Exercise prompt | Restate word for word every line from the top of the data below down through the line that holds "Build a gazetteer".

Stored data:

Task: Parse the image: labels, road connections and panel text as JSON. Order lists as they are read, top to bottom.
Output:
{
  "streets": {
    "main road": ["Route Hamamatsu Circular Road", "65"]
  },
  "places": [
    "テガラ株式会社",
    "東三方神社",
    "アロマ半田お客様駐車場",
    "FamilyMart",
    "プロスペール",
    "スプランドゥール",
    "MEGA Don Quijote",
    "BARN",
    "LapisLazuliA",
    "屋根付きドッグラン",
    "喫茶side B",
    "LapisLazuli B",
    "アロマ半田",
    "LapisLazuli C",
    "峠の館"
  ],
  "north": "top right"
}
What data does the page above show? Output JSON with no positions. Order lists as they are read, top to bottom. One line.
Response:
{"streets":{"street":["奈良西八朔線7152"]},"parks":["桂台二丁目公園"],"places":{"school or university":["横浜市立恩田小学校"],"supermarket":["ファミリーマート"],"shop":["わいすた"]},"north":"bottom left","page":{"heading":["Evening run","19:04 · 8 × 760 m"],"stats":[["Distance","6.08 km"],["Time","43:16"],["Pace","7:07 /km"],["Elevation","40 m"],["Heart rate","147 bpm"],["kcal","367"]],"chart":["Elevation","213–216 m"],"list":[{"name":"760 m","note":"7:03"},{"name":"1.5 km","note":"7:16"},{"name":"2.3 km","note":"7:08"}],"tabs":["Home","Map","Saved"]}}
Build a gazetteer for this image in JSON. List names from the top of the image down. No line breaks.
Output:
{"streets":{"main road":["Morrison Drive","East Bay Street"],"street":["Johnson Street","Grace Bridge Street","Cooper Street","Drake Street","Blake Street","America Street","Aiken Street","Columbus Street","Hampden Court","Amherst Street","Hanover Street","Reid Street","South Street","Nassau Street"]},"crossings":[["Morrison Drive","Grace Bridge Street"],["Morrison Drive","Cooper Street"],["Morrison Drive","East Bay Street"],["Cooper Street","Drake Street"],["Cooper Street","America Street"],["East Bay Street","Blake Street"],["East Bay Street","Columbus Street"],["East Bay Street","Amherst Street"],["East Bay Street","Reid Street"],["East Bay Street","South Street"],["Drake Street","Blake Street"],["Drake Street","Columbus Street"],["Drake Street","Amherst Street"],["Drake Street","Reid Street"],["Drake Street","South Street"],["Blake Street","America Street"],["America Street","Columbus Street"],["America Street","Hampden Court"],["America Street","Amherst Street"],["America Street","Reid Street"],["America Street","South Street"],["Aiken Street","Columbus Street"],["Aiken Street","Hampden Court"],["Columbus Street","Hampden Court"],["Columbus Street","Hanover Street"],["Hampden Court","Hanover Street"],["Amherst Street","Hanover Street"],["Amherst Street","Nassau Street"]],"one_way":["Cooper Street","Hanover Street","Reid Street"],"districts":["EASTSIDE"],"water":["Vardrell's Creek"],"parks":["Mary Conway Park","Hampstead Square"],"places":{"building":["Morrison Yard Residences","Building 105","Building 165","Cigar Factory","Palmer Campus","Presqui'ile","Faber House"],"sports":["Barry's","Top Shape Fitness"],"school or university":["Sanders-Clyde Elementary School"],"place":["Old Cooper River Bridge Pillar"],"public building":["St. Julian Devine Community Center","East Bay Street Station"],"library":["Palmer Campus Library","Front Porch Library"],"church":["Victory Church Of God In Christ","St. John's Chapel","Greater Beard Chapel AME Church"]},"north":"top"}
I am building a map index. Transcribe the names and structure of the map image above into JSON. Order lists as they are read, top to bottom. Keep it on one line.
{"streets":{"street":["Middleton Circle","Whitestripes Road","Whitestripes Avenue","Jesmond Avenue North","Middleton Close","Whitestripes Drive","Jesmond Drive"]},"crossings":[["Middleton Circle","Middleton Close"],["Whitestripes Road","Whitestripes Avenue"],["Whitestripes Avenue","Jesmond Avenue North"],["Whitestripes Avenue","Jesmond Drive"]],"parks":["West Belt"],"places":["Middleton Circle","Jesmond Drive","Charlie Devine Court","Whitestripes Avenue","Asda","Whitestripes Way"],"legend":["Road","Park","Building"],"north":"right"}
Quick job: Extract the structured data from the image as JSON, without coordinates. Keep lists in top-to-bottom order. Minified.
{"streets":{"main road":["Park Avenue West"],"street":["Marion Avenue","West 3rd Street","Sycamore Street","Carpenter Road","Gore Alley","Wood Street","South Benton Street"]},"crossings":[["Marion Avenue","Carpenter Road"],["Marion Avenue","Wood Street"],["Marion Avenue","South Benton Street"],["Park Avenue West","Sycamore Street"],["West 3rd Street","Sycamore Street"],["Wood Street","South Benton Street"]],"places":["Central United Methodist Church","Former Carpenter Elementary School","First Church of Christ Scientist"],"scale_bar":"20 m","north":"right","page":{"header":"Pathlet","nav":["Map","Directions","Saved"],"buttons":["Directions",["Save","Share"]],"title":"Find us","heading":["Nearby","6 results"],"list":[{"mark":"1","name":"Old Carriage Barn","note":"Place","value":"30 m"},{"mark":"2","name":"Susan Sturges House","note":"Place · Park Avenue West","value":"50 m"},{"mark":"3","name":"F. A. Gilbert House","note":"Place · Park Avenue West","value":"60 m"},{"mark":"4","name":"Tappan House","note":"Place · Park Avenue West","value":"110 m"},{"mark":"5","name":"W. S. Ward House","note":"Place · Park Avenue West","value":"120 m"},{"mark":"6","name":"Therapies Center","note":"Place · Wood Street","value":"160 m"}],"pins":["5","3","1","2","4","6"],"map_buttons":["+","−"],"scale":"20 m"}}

Solution |
Task: Parse the image: labels, road connections and panel text as JSON. Order lists as they are read, top to bottom.
Output:
{
  "streets": {
    "main road": ["Route Hamamatsu Circular Road", "65"]
  },
  "places": [
    "テガラ株式会社",
    "東三方神社",
    "アロマ半田お客様駐車場",
    "FamilyMart",
    "プロスペール",
    "スプランドゥール",
    "MEGA Don Quijote",
    "BARN",
    "LapisLazuliA",
    "屋根付きドッグラン",
    "喫茶side B",
    "LapisLazuli B",
    "アロマ半田",
    "LapisLazuli C",
    "峠の館"
  ],
  "north": "top right"
}
What data does the page above show? Output JSON with no positions. Order lists as they are read, top to bottom. One line.
Response:
{"streets":{"street":["奈良西八朔線7152"]},"parks":["桂台二丁目公園"],"places":{"school or university":["横浜市立恩田小学校"],"supermarket":["ファミリーマート"],"shop":["わいすた"]},"north":"bottom left","page":{"heading":["Evening run","19:04 · 8 × 760 m"],"stats":[["Distance","6.08 km"],["Time","43:16"],["Pace","7:07 /km"],["Elevation","40 m"],["Heart rate","147 bpm"],["kcal","367"]],"chart":["Elevation","213–216 m"],"list":[{"name":"760 m","note":"7:03"},{"name":"1.5 km","note":"7:16"},{"name":"2.3 km","note":"7:08"}],"tabs":["Home","Map","Saved"]}}
Build a gazetteer for this image in JSON. List names from the top of the image down. No line breaks.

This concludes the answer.